• **Exercise description**:
Gather every line from the entries below that includes "JSON".

▼

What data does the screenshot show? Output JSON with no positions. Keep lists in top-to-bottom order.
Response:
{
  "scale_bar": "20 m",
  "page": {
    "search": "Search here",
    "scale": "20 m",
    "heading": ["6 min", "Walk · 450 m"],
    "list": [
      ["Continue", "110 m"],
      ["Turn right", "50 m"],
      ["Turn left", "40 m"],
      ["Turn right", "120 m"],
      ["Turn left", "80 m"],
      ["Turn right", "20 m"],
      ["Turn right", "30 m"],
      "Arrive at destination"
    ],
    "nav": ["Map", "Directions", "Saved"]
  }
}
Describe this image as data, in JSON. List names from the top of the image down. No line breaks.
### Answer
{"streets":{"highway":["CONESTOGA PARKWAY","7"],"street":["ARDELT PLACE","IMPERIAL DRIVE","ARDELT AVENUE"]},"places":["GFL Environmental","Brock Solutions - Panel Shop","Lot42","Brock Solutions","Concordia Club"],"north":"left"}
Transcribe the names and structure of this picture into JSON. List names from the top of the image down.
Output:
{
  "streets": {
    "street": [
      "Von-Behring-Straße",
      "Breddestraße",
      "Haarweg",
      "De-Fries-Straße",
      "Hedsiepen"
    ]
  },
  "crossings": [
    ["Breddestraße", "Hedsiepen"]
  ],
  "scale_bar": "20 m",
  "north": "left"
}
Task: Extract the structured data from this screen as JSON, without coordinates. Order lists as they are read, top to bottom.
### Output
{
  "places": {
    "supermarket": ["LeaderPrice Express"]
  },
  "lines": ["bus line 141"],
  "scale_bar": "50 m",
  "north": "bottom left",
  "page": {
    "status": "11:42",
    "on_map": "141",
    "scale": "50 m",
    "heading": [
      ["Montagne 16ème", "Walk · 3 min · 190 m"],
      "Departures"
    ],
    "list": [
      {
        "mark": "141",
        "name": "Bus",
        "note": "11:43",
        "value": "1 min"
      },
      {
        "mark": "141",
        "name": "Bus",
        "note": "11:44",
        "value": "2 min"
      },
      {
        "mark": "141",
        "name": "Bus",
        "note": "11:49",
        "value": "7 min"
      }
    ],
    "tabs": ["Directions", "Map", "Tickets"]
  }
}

▲

• **Solution to this task**:
What data does the screenshot show? Output JSON with no positions. Keep lists in top-to-bottom order.
Describe this image as data, in JSON. List names from the top of the image down. No line breaks.
Transcribe the names and structure of this picture into JSON. List names from the top of the image down.
Task: Extract the structured data from this screen as JSON, without coordinates. Order lists as they are read, top to bottom.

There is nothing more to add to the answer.